Chicagoland

Yes, the interior design of a church can help us pray better

By Dolores Madlener | Staff writer
Sunday, February 28, 2010

“Catholic Church Architecture and the Spirit of the Liturgy,” By Denis R. McNamara, 225 pp., $50, Liturgy Training Publications, (800) 933-1800.

This review is not written for artists, architects, pastors, seminary students, designers, liturgists, contractors or professors. “Catholic Church Architecture and the Spirit of the Liturgy” should simply be their required reading.

This review is for today’s voiceless parishioners who, without the kind of information in this book, have no constructive opinion as to what their church building’s interior renovation or new construction should ultimately look like.

The author, architectural historian Denis McNamara, is assistant director and faculty member at the Liturgical Institute of the University of St.
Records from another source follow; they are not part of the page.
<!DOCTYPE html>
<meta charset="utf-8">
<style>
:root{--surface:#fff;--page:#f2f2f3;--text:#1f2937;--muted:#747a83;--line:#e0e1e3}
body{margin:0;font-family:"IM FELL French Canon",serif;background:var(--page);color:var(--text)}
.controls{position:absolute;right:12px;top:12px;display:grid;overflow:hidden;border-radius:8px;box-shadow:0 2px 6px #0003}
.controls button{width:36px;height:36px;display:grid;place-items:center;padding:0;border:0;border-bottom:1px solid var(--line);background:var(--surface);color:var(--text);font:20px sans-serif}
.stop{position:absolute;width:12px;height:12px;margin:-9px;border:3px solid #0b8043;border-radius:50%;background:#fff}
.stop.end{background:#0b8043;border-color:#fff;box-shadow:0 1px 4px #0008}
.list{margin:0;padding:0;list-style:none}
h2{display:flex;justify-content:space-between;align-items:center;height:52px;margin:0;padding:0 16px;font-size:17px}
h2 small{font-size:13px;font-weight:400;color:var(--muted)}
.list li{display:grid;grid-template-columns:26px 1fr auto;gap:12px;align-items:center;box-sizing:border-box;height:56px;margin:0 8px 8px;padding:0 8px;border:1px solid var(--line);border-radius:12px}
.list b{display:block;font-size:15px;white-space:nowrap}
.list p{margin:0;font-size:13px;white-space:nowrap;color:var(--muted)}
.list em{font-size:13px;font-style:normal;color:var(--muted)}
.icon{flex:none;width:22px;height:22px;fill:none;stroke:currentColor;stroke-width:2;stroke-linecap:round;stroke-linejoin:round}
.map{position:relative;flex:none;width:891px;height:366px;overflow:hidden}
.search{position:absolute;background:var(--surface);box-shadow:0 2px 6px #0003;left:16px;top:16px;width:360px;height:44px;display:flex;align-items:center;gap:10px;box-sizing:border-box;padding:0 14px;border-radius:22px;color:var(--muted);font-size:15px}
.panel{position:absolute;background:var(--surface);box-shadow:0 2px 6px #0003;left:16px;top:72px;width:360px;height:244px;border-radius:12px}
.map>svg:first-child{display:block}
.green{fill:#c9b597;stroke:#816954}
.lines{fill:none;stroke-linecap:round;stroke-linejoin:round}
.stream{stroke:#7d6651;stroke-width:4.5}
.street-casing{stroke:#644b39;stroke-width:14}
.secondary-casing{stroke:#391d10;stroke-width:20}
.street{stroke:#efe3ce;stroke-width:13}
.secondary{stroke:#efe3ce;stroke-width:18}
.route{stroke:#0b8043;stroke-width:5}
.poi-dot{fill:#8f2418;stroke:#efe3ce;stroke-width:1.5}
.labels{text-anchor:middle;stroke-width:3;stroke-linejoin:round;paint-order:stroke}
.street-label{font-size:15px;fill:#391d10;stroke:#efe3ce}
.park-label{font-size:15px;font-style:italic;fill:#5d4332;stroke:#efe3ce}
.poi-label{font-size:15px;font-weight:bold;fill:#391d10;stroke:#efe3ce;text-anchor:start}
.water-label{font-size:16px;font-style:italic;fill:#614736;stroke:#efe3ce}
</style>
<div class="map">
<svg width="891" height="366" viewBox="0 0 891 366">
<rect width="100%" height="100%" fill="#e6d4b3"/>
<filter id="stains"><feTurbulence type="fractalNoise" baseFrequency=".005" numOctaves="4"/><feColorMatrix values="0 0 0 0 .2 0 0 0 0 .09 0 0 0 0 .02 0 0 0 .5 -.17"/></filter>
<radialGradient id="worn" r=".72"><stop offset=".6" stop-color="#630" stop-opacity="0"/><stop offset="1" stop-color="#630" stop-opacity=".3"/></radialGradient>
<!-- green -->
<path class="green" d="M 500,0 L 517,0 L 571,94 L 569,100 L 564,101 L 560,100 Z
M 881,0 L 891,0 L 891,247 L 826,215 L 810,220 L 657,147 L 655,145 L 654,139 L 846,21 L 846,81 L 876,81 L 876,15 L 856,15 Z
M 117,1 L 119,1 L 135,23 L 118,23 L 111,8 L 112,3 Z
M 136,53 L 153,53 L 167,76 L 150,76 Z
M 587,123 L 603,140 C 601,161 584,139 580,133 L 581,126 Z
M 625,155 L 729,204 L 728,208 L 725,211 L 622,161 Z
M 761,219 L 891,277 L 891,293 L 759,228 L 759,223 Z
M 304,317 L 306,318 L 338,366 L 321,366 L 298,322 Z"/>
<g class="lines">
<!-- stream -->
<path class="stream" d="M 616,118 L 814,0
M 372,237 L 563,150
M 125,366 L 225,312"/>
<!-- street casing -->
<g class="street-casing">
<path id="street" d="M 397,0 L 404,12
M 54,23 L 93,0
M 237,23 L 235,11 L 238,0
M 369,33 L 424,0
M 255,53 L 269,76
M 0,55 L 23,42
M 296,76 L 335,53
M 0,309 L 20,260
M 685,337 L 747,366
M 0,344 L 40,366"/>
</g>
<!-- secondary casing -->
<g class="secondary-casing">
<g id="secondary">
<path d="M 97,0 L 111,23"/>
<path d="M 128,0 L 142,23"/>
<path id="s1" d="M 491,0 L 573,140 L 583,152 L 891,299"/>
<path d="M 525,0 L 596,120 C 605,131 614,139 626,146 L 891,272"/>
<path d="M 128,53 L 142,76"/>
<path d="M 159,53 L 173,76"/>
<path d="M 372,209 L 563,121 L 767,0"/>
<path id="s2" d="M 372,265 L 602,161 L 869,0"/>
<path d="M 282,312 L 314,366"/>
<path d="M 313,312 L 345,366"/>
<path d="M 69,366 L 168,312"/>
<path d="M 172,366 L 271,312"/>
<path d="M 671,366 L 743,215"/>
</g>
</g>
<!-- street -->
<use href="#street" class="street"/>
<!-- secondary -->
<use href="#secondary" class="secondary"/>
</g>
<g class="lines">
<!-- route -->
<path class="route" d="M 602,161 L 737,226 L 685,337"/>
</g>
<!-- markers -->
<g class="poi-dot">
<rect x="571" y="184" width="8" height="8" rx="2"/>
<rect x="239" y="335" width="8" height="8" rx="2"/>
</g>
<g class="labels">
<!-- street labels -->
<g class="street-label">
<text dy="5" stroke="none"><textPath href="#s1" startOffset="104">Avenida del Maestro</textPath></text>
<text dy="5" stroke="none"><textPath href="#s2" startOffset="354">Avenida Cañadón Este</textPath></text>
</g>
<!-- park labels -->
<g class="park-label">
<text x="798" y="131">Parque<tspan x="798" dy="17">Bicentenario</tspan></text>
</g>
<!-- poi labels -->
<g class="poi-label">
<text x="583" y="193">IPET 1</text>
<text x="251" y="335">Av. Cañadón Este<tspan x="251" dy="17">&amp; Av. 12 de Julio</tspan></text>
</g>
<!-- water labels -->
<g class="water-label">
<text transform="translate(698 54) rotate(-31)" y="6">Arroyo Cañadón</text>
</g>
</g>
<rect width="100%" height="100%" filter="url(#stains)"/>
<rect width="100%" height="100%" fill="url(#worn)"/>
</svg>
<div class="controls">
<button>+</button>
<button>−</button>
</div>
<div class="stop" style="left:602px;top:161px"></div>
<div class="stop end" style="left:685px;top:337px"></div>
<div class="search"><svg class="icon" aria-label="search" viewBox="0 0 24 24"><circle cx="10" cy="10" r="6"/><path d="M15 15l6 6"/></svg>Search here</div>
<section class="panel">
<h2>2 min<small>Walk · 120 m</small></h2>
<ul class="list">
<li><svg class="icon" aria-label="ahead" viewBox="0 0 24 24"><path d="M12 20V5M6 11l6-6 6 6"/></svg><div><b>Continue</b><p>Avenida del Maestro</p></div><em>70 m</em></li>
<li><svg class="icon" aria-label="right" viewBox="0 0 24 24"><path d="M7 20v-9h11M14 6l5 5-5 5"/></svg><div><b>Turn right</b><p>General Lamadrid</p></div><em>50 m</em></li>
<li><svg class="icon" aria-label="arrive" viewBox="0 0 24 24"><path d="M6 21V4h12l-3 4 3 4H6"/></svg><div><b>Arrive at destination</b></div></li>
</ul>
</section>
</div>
Mary of the Lake/ Mundelein Seminary.

North, South, East and West from Holy Name Cathedral, our archdiocese has some of the most awesome churches in Christendom. Most were built in a different era, when, as author McNamara says, the church building was “a sacrament of the city of heaven.” If one of these is your house of worship, thank God, and read this book to better appreciate what you have. (In fact, McNamara’s first book, “Heavenly City,” showcased our outstanding houses of God.)

If perchance your Sunday Eucharist is offered in an upscale gymnasium, read this book to be informed of what you’re missing.

All parish churches are filled with happy and sentimental memories — loving neighbors, and ghosts of those who went before — who cooked the chicken dinners that built those walls in our founding pastor’s price range.

McNamara expresses a school of thought that the “something” missing in so much of our world is Beauty, Truth and Goodness, which is God himself. He hopes through this book to help readers “rediscover the meaning of Beauty.” Savor these 225 pages and 425 stunning photographs that will speak to your heart.

He also addresses the competing themes at work in church design today and strives in charity to find middle ground.

Summing up the role of liturgical art and architecture in liturgy, McNamara writes: “…it reveals to us our heavenly destination by showing us where we are, where we have been and where we are going. … It welcomes us to the Heavenly Banqueting Feast … It shows to our eyes the glory of heaven.”